**AIM OF THE EXERCISE**
In the entries below, find each line bearing the string "VISTA" and copy it.

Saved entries
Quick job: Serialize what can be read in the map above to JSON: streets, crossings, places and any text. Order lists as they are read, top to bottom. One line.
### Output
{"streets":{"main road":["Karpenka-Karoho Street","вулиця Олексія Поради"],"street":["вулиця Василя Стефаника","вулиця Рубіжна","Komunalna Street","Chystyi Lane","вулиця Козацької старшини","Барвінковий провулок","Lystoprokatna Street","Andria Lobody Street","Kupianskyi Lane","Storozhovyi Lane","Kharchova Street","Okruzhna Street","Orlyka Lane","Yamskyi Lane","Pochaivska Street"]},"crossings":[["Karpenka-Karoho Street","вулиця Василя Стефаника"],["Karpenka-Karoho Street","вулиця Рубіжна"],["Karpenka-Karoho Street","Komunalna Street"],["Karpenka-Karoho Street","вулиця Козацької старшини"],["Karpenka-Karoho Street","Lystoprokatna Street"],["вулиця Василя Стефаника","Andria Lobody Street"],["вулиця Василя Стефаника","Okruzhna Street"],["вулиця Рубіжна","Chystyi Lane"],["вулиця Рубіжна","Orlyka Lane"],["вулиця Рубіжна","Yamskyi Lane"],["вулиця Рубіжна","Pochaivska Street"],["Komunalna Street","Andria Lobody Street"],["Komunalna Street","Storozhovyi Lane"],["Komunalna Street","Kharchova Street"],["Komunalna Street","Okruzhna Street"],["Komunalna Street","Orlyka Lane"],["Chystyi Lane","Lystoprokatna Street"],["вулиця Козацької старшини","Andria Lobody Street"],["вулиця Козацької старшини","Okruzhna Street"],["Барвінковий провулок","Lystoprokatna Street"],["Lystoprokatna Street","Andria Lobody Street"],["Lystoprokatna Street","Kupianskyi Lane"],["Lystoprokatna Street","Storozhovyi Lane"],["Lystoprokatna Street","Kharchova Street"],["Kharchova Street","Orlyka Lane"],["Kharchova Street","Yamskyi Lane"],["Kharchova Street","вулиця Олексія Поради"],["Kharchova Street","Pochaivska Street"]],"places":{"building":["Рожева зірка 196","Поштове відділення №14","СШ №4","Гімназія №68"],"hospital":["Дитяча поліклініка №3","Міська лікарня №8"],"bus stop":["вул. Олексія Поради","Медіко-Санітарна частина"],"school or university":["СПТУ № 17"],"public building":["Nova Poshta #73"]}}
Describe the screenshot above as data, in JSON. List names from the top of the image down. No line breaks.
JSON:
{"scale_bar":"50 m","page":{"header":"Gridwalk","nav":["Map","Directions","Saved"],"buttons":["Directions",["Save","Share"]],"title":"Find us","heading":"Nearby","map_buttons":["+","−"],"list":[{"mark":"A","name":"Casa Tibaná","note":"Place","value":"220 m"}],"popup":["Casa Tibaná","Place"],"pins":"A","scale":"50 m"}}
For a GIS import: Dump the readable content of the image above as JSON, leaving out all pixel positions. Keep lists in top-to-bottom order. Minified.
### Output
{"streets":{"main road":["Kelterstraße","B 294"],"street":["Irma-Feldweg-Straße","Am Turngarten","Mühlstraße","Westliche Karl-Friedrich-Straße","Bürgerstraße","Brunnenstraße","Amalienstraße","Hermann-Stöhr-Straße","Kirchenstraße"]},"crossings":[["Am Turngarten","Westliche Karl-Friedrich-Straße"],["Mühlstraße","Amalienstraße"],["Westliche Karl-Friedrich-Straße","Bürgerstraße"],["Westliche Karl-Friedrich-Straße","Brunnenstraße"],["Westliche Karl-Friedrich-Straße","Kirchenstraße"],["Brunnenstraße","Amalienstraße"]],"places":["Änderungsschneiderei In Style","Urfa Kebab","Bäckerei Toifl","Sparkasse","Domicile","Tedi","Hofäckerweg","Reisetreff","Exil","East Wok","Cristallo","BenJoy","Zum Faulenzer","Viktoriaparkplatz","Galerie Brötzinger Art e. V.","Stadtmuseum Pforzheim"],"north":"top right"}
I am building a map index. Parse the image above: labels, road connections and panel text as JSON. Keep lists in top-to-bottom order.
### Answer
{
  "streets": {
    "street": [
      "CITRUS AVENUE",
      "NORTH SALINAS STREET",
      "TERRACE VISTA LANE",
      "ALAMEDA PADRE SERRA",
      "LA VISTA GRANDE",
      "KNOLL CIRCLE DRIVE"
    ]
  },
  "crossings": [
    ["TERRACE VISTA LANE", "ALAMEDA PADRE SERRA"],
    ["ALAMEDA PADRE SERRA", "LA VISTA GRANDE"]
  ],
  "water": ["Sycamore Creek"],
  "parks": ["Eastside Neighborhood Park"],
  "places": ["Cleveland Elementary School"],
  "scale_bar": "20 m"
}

**RESULT BELOW**
      "TERRACE VISTA LANE",
      "LA VISTA GRANDE",
    ["TERRACE VISTA LANE", "ALAMEDA PADRE SERRA"],
    ["ALAMEDA PADRE SERRA", "LA VISTA GRANDE"]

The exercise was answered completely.